The major steps of the GLUE method are:

  • Decision about the evaluation function to be used in the evaluation of the different model simulations in combination with a rejection criterion (threshold) to identify non-behavioural model outputs. The evaluation function (called likelihood) can be both informal like common objective functions such as Sum of Squared Errors (SSE) measures or formal measures using an explicit representation of model and measurement error, although the latter is mostly hard to identify due to the unknown combinations of uncertainties and errors involved. However, when more specific information is available about the measurement and input errors, this could be included in the expression of the likelihood function. As, the likelihood function can be described as a formal likelihood function incorporating the error characteristics (e.g. non-normal, heteroscedastic or autocorrelated model errors). Ideally, the rejection criterion should be chosen before starting the simulations based on the possible observation errors, but in practice the definition of this criterion is mainly a learning process during the nalysis itself.

  • Selection of model parameters and input variables (or boundary conditions) to consider uncertain inputs and defining the prior distributions of these uncertain inputs. The Monte Carlo runs will be sampled randomly from these distributions and, as such, these must reject the prior knowledge of the parameters. When only little prior information is available, a non-informative uniform distribution is typically selected a priori. The range of the distribution is based on expert knowledge or reported values in literature.
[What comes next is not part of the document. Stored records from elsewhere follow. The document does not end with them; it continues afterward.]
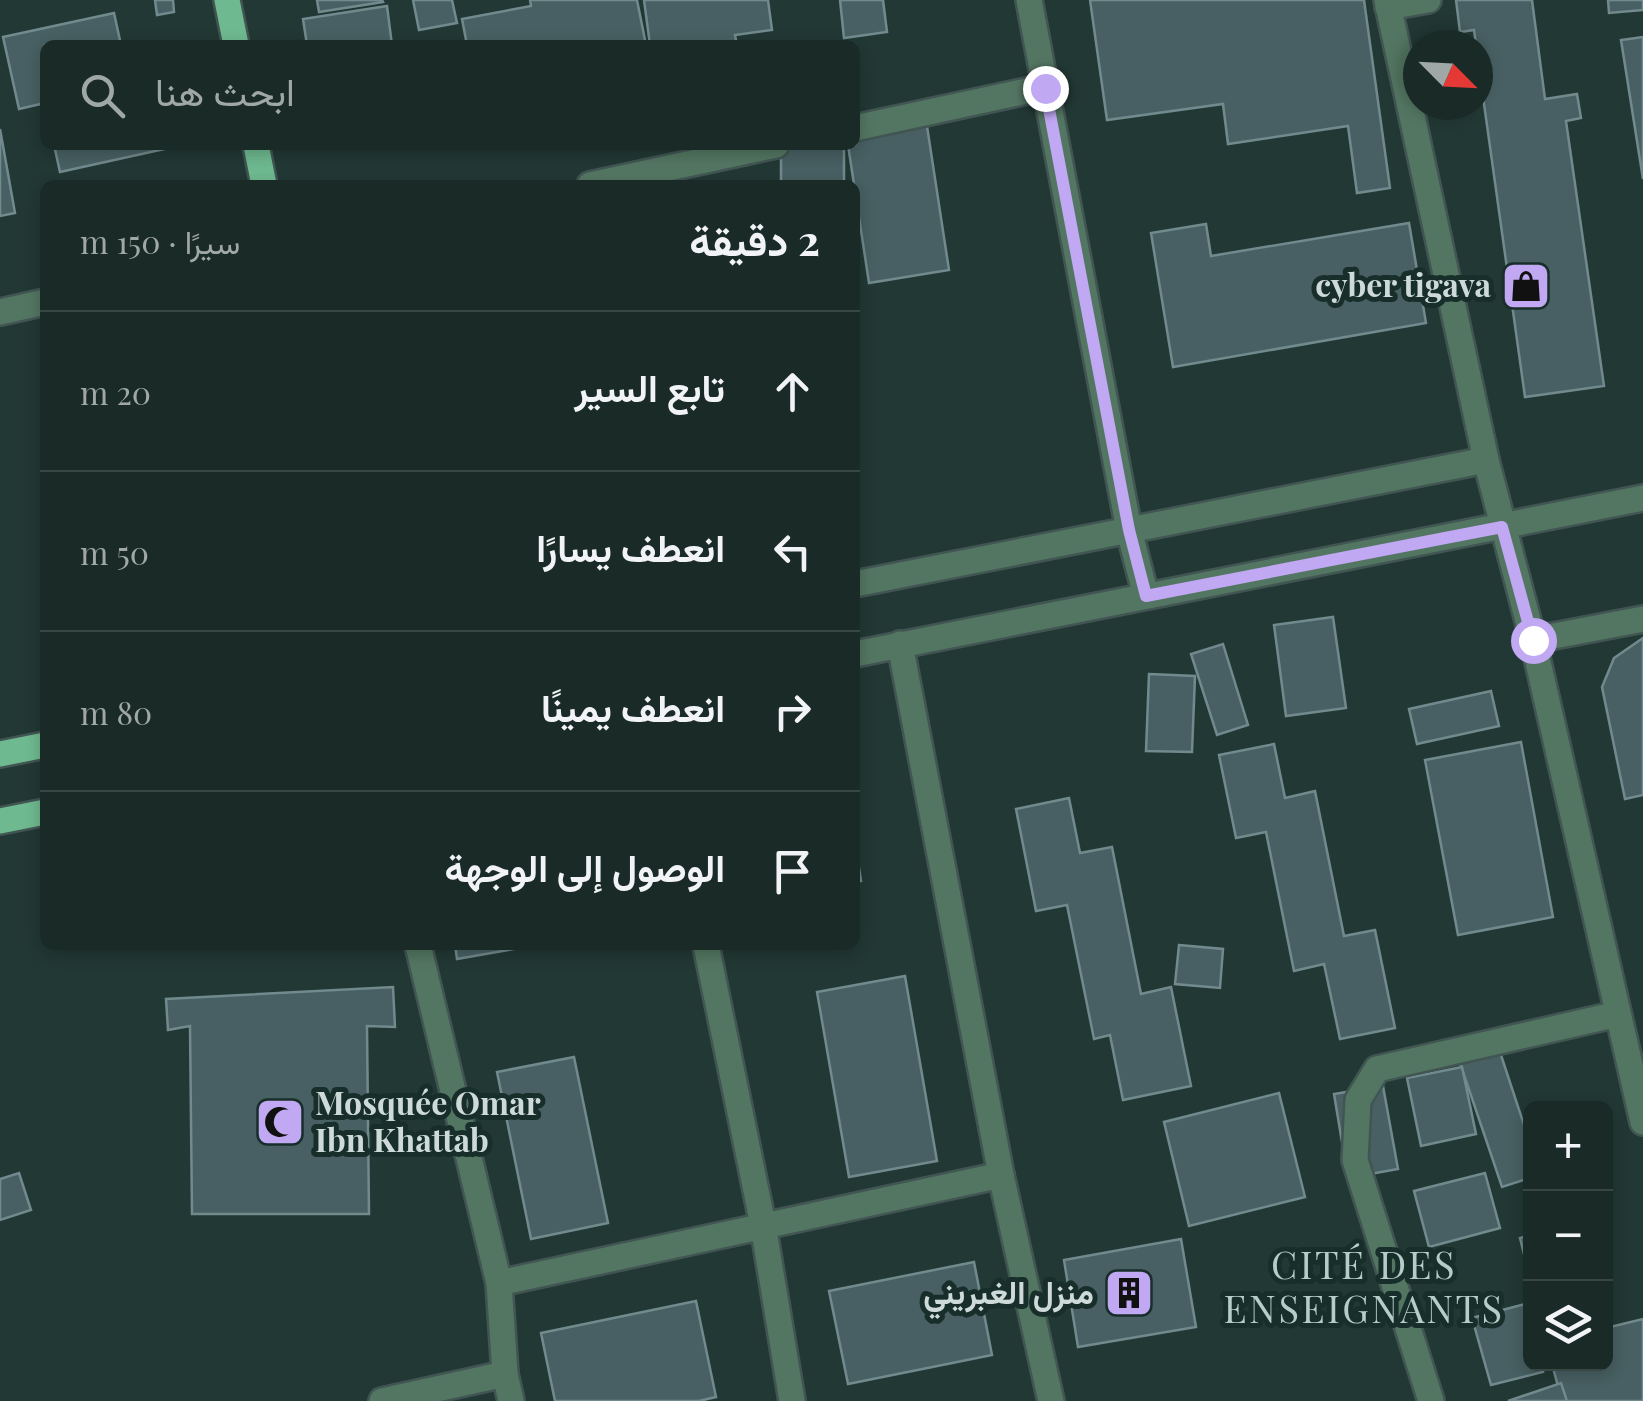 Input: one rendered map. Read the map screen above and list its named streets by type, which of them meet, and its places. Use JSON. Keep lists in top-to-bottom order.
{
  "districts": ["CITÉ DES ENSEIGNANTS"],
  "places": {
    "shop": ["cyber tigava"],
    "mosque": ["Mosquée Omar Ibn Khattab"],
    "building": ["منزل الغبريني"]
  },
  "north": "bottom right",
  "page": {
    "search": "ابحث هنا",
    "heading": ["2 دقيقة", "سيرًا · 150 m"],
    "list": [
      ["تابع السير", "20 m"],
      ["انعطف يسارًا", "50 m"],
      ["انعطف يمينًا", "80 m"],
      "الوصول إلى الوجهة"
    ],
    "map_buttons": ["+", "−"]
  }
}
  • Running a sufficient set of model simulations using a Monte Carlo-based technique, sampling from the prior distributions. Latin Hypercube Sampling (LHS) can be used in order to ensure a representative sampling of the parameter space at a lower number of samples than random sampling. The outcomes of the different runs are compared to the measured values and for each parameter set the corresponding likelihood function value (defined in step 1) is calculated.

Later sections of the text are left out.